### [WHAT YOU NEED TO DO]
Return exactly the lines of the records below, starting at the line that contains "139,0 146,4 144,9" and ending at the line that contains "<b><i></i>目的地</b>", with both of those lines kept.

Dataset entries
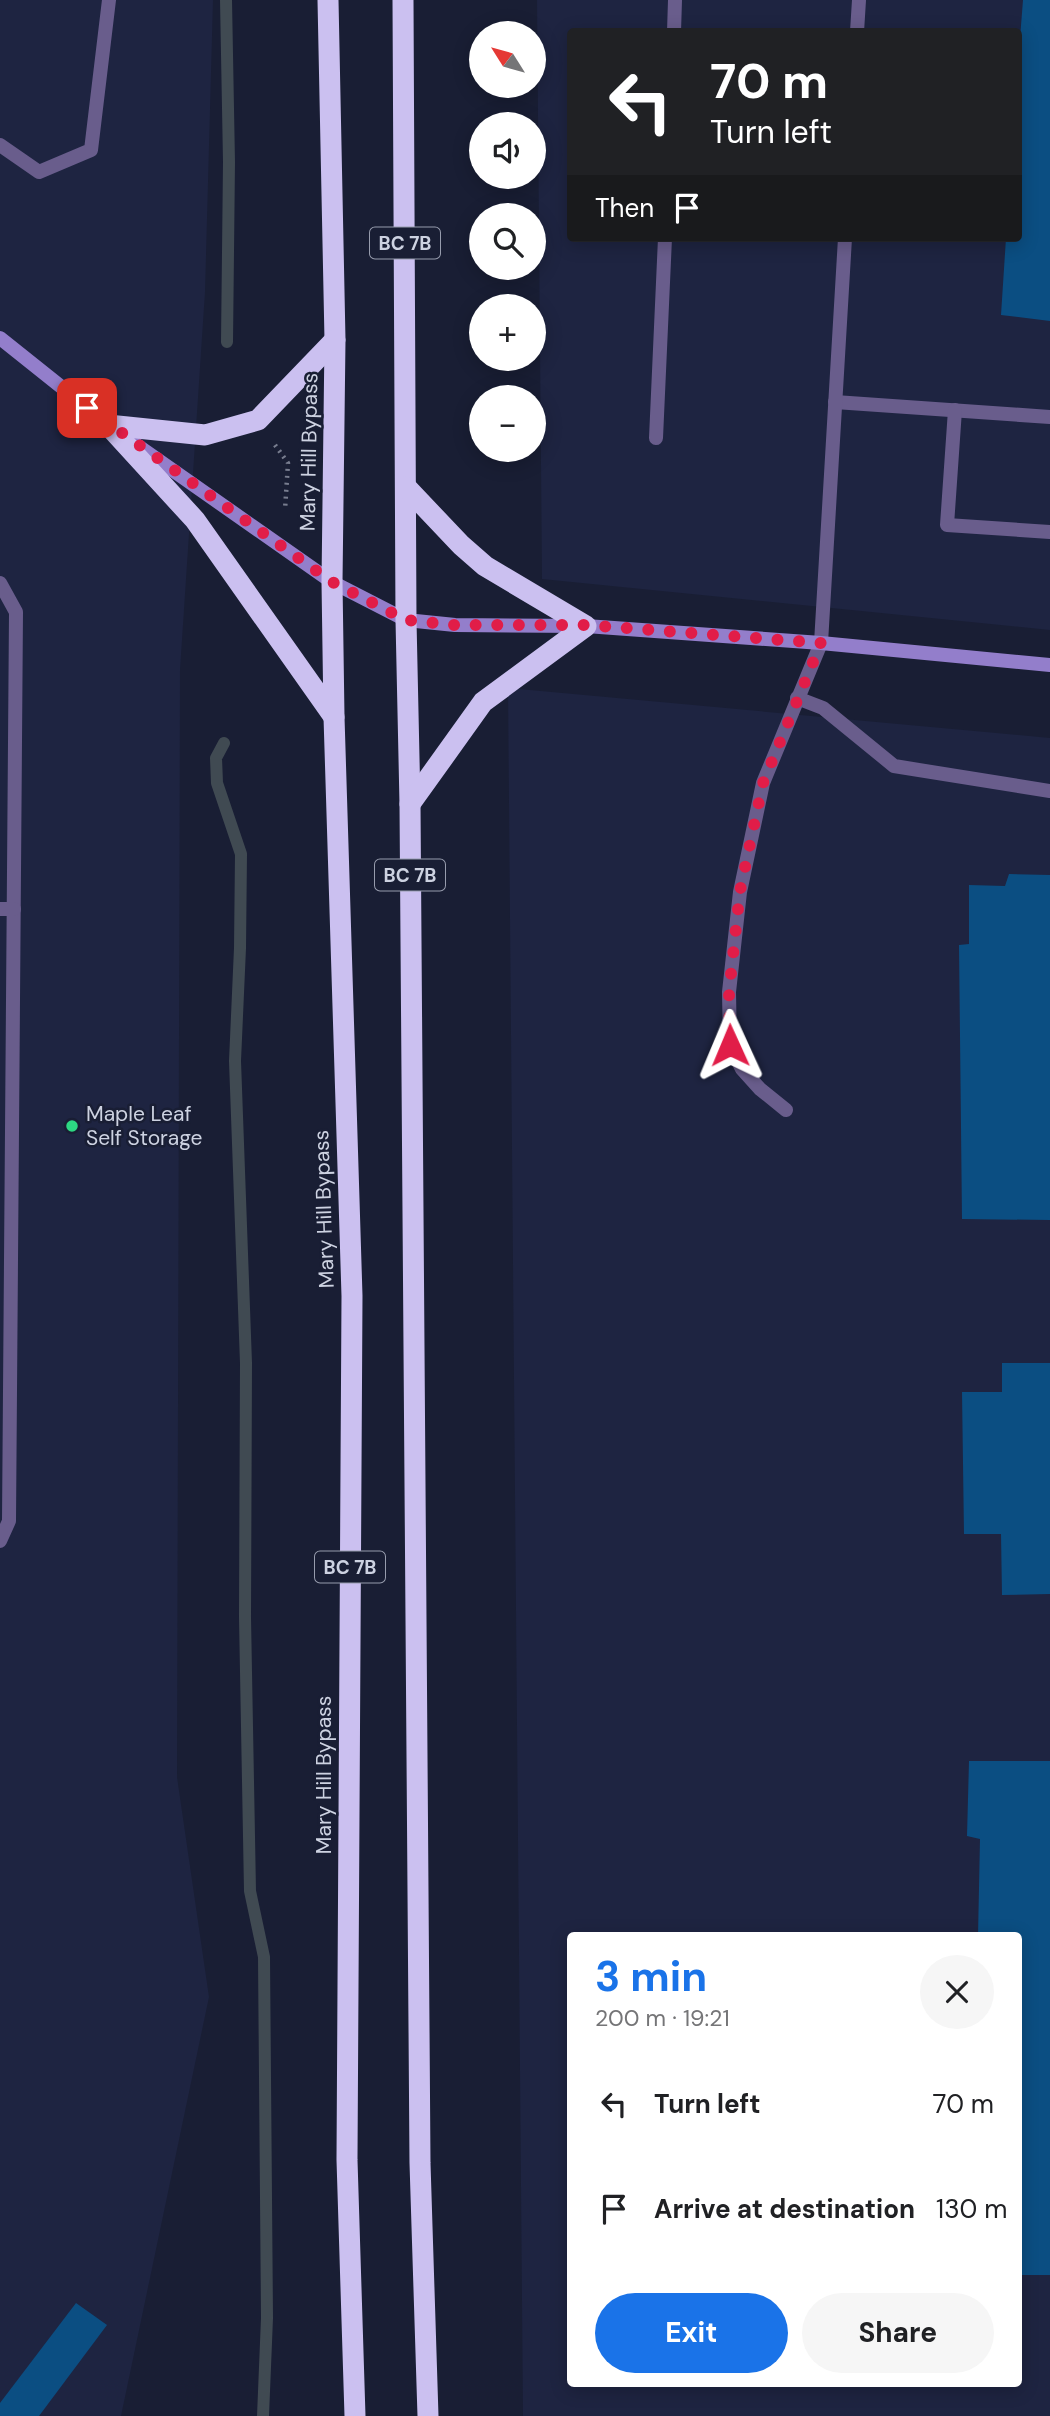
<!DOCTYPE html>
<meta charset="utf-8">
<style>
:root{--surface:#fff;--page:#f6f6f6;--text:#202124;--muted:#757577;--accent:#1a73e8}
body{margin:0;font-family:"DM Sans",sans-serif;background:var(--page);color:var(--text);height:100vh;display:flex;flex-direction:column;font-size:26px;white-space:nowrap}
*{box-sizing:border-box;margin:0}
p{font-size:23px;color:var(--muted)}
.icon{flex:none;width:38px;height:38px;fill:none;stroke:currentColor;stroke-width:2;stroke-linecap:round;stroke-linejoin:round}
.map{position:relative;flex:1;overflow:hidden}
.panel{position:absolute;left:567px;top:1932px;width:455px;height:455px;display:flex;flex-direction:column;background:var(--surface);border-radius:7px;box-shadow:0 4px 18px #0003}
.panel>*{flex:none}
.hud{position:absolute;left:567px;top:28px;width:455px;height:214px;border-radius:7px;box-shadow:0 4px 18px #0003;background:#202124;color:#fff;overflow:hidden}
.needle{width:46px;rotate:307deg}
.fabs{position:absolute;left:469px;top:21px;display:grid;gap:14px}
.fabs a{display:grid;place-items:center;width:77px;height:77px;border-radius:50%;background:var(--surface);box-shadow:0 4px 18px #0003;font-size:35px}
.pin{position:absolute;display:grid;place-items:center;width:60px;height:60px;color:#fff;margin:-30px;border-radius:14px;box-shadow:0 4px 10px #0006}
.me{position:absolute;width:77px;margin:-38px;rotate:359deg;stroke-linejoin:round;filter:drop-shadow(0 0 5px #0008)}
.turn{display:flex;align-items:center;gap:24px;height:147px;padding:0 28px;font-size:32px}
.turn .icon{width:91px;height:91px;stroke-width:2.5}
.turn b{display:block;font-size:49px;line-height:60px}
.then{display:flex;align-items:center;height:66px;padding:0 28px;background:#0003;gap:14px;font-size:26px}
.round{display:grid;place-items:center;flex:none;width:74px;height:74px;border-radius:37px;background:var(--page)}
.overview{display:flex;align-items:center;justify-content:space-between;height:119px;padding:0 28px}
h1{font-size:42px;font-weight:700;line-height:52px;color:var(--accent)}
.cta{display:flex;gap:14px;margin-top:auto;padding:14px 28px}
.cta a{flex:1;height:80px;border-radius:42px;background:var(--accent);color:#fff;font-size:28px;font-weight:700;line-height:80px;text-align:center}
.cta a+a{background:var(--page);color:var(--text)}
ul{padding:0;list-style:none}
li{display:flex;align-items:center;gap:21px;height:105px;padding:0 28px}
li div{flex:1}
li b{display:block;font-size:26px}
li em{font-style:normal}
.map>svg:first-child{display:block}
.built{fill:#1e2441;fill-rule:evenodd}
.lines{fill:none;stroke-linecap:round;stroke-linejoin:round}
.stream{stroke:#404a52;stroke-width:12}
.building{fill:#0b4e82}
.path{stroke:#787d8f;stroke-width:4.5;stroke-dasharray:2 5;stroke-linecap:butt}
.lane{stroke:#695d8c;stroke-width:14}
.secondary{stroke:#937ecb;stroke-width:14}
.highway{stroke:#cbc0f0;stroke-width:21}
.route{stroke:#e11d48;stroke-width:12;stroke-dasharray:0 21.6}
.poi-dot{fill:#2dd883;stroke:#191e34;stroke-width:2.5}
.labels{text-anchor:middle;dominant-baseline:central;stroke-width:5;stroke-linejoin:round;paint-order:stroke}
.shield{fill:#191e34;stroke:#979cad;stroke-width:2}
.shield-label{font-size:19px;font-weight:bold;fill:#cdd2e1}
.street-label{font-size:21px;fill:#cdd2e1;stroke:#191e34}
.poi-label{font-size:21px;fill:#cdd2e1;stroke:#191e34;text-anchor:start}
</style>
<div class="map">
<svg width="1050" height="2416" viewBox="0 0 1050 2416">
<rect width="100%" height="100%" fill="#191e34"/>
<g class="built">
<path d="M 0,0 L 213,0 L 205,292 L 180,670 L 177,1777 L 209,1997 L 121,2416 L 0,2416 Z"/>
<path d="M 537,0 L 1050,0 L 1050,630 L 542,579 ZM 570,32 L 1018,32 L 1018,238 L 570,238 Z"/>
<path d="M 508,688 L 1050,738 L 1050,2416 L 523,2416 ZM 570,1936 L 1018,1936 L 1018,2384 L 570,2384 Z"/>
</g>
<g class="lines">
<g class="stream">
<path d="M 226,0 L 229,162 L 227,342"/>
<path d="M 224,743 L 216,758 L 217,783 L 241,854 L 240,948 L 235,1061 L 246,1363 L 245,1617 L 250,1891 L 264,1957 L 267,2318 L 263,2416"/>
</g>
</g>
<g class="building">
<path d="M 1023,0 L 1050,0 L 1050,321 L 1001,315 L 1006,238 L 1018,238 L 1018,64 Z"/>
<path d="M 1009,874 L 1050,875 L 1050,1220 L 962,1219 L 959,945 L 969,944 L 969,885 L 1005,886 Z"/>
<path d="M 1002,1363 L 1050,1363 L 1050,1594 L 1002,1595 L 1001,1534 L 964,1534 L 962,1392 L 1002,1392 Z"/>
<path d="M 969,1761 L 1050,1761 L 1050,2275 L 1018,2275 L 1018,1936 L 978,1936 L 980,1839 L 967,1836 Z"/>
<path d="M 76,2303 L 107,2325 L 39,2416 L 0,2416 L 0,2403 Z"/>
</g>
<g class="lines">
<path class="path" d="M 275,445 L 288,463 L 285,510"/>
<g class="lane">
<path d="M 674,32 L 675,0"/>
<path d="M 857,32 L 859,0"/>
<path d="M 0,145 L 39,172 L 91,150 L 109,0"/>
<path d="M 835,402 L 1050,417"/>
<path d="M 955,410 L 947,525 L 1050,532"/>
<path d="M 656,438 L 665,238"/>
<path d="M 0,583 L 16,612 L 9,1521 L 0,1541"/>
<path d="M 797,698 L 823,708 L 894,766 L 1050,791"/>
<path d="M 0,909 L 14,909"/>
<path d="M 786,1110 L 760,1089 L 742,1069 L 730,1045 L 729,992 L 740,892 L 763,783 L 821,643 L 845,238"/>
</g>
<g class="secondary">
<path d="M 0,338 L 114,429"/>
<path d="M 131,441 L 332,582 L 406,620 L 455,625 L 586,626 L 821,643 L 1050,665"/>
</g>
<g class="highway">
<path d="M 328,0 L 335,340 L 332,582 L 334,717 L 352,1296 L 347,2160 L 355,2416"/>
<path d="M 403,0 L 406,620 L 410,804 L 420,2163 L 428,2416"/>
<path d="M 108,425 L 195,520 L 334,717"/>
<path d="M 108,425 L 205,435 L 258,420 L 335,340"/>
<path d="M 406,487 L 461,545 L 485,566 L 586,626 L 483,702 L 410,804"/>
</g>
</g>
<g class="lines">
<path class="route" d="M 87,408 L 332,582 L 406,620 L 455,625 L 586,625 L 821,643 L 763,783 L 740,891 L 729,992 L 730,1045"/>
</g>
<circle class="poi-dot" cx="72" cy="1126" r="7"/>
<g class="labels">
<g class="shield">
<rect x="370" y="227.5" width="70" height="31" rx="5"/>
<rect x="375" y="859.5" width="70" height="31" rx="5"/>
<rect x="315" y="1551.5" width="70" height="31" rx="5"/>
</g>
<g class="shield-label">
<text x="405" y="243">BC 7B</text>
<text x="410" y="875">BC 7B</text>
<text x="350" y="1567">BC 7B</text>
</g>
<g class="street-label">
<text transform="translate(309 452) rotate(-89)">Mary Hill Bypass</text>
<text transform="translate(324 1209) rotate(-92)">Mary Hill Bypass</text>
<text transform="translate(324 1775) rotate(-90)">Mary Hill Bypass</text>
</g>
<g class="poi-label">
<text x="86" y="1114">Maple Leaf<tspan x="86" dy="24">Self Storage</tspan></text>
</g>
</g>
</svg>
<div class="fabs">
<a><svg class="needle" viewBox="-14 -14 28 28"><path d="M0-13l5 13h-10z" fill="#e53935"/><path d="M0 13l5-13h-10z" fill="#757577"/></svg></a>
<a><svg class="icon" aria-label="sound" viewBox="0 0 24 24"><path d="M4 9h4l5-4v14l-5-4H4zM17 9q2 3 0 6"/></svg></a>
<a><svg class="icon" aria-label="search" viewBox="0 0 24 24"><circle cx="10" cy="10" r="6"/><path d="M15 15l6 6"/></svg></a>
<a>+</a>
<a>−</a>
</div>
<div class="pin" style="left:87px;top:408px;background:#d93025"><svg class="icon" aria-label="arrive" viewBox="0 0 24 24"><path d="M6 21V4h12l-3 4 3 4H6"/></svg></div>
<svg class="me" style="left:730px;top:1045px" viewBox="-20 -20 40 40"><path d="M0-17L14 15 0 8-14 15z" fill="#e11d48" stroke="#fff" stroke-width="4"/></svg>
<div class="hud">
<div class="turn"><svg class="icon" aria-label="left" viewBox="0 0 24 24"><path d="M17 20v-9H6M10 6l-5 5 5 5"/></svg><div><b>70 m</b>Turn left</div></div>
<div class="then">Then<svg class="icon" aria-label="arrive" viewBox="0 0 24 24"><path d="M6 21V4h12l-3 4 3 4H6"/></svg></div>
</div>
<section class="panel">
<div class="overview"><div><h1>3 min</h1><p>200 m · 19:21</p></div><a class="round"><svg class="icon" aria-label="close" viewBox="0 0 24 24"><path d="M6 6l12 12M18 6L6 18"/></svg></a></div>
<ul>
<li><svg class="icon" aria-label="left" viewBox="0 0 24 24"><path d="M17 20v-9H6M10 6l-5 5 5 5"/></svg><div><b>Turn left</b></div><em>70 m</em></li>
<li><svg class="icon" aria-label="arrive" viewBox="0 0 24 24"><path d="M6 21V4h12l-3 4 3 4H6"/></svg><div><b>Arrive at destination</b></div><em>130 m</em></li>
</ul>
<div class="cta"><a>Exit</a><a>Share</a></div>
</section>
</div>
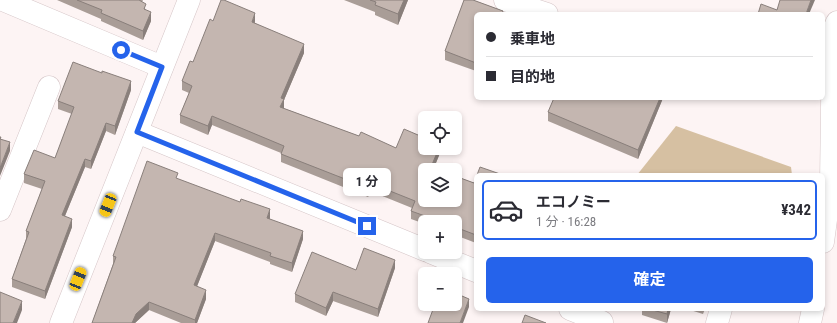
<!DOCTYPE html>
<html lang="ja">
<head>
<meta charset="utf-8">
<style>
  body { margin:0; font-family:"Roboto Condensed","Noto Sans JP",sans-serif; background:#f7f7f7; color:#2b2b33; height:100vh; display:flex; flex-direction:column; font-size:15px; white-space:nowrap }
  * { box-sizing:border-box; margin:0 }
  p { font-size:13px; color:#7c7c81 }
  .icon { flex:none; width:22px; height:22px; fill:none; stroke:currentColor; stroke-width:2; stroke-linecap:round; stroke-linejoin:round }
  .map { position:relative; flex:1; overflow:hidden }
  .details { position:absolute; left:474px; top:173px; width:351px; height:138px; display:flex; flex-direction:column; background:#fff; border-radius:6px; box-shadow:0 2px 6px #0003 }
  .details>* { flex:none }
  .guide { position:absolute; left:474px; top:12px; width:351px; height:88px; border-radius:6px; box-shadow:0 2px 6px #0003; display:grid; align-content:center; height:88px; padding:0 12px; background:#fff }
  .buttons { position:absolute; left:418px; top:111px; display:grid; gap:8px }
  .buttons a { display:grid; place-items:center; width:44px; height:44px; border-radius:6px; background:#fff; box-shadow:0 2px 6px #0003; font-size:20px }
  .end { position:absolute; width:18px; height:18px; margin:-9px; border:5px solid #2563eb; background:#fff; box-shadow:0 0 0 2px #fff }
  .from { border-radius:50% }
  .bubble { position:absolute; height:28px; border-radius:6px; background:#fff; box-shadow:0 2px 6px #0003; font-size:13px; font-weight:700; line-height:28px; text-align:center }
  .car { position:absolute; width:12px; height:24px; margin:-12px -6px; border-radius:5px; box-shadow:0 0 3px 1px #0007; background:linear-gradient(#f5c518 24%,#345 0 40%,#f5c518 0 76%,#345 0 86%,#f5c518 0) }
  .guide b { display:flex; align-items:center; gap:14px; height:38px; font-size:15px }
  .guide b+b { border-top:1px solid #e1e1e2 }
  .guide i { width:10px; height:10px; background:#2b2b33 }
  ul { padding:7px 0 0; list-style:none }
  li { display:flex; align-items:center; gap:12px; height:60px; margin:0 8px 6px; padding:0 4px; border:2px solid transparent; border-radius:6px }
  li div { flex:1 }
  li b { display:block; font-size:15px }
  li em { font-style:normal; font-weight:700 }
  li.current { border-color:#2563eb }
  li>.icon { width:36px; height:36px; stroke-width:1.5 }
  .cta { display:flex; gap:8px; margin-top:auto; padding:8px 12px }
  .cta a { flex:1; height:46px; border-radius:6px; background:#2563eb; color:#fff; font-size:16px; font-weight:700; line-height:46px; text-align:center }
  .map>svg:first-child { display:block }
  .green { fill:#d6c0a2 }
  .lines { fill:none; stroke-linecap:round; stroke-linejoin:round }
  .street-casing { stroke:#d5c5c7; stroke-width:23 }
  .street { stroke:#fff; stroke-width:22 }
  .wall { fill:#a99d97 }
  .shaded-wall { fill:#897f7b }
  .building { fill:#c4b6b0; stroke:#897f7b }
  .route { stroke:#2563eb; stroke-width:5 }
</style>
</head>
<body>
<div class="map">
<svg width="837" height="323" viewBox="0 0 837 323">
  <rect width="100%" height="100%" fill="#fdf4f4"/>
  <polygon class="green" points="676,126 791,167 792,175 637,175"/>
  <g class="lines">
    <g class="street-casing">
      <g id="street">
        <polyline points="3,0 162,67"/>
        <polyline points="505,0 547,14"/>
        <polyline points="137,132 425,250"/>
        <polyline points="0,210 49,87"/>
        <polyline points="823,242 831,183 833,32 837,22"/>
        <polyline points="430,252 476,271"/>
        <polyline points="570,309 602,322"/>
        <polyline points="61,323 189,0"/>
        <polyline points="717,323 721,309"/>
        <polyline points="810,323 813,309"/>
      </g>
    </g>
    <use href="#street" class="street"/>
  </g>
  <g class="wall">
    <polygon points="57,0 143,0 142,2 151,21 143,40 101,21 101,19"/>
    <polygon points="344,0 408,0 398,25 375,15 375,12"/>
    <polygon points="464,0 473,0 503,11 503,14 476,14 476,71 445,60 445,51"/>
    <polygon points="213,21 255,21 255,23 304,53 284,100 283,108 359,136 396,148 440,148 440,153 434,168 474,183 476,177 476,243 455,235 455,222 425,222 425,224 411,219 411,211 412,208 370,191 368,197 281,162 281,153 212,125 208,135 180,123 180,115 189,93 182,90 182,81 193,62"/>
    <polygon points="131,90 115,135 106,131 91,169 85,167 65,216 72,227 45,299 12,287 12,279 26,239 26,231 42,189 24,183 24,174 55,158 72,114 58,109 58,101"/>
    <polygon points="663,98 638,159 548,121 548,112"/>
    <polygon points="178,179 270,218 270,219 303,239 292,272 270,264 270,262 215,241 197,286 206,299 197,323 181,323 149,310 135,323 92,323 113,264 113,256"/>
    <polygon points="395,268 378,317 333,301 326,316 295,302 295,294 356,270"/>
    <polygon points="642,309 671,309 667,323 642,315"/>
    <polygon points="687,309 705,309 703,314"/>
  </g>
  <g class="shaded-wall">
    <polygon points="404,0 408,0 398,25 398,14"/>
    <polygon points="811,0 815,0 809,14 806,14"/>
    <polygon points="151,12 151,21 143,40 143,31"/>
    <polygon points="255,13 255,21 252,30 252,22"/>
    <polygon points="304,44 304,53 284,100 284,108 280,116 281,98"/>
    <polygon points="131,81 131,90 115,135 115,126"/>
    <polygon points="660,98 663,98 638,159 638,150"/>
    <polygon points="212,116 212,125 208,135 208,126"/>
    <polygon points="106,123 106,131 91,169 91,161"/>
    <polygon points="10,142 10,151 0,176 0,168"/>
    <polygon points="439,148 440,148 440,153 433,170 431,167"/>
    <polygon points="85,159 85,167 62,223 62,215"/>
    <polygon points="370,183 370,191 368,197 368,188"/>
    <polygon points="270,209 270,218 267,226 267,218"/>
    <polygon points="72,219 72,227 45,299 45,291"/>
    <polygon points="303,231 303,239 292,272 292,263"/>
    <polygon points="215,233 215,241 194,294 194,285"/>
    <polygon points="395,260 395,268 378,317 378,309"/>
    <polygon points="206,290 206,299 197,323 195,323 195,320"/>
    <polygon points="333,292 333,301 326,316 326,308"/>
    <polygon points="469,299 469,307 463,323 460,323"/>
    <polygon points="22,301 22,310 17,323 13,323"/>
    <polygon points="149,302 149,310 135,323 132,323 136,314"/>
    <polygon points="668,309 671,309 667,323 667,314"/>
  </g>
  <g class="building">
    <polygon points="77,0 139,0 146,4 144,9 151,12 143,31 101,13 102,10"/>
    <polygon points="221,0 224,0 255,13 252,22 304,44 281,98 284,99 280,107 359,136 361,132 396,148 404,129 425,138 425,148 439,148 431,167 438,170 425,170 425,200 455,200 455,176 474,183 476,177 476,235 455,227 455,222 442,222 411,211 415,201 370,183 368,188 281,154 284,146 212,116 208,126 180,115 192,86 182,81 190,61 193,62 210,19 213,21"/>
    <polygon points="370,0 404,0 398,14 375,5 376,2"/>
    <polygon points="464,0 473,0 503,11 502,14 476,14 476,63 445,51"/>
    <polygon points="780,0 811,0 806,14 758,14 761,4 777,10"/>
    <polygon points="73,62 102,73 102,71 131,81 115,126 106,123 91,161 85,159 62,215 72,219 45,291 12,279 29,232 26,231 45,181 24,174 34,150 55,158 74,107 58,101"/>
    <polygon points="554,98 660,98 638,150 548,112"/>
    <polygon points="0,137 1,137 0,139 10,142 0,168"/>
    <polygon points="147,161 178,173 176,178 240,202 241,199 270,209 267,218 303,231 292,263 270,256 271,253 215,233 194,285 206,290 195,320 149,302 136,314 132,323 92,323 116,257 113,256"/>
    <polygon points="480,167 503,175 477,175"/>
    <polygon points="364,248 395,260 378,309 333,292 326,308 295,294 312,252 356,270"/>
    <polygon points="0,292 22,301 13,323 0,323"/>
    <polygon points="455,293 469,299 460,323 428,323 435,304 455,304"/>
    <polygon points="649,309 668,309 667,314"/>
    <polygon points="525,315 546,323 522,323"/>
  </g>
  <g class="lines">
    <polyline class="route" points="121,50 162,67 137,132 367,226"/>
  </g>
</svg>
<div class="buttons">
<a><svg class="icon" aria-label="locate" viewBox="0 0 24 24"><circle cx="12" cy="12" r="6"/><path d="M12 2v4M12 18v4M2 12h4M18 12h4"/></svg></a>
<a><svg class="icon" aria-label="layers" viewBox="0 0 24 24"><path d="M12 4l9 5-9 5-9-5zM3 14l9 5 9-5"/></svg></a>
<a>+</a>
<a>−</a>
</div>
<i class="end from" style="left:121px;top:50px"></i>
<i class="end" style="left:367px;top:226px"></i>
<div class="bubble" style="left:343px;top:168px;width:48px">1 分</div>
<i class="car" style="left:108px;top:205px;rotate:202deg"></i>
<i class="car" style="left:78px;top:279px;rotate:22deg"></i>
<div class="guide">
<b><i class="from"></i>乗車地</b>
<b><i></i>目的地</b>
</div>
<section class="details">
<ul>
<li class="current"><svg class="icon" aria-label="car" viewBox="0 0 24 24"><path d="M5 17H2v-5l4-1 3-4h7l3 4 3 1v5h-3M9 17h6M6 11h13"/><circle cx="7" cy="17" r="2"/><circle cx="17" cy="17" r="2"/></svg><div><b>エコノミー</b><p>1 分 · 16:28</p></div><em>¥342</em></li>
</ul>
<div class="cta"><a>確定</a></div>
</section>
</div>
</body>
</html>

### [RESPONSE]
    <polygon points="77,0 139,0 146,4 144,9 151,12 143,31 101,13 102,10"/>
    <polygon points="221,0 224,0 255,13 252,22 304,44 281,98 284,99 280,107 359,136 361,132 396,148 404,129 425,138 425,148 439,148 431,167 438,170 425,170 425,200 455,200 455,176 474,183 476,177 476,235 455,227 455,222 442,222 411,211 415,201 370,183 368,188 281,154 284,146 212,116 208,126 180,115 192,86 182,81 190,61 193,62 210,19 213,21"/>
    <polygon points="370,0 404,0 398,14 375,5 376,2"/>
    <polygon points="464,0 473,0 503,11 502,14 476,14 476,63 445,51"/>
    <polygon points="780,0 811,0 806,14 758,14 761,4 777,10"/>
    <polygon points="73,62 102,73 102,71 131,81 115,126 106,123 91,161 85,159 62,215 72,219 45,291 12,279 29,232 26,231 45,181 24,174 34,150 55,158 74,107 58,101"/>
    <polygon points="554,98 660,98 638,150 548,112"/>
    <polygon points="0,137 1,137 0,139 10,142 0,168"/>
    <polygon points="147,161 178,173 176,178 240,202 241,199 270,209 267,218 303,231 292,263 270,256 271,253 215,233 194,285 206,290 195,320 149,302 136,314 132,323 92,323 116,257 113,256"/>
    <polygon points="480,167 503,175 477,175"/>
    <polygon points="364,248 395,260 378,309 333,292 326,308 295,294 312,252 356,270"/>
    <polygon points="0,292 22,301 13,323 0,323"/>
    <polygon points="455,293 469,299 460,323 428,323 435,304 455,304"/>
    <polygon points="649,309 668,309 667,314"/>
    <polygon points="525,315 546,323 522,323"/>
  </g>
  <g class="lines">
    <polyline class="route" points="121,50 162,67 137,132 367,226"/>
  </g>
</svg>
<div class="buttons">
<a><svg class="icon" aria-label="locate" viewBox="0 0 24 24"><circle cx="12" cy="12" r="6"/><path d="M12 2v4M12 18v4M2 12h4M18 12h4"/></svg></a>
<a><svg class="icon" aria-label="layers" viewBox="0 0 24 24"><path d="M12 4l9 5-9 5-9-5zM3 14l9 5 9-5"/></svg></a>
<a>+</a>
<a>−</a>
</div>
<i class="end from" style="left:121px;top:50px"></i>
<i class="end" style="left:367px;top:226px"></i>
<div class="bubble" style="left:343px;top:168px;width:48px">1 分</div>
<i class="car" style="left:108px;top:205px;rotate:202deg"></i>
<i class="car" style="left:78px;top:279px;rotate:22deg"></i>
<div class="guide">
<b><i class="from"></i>乗車地</b>
<b><i></i>目的地</b>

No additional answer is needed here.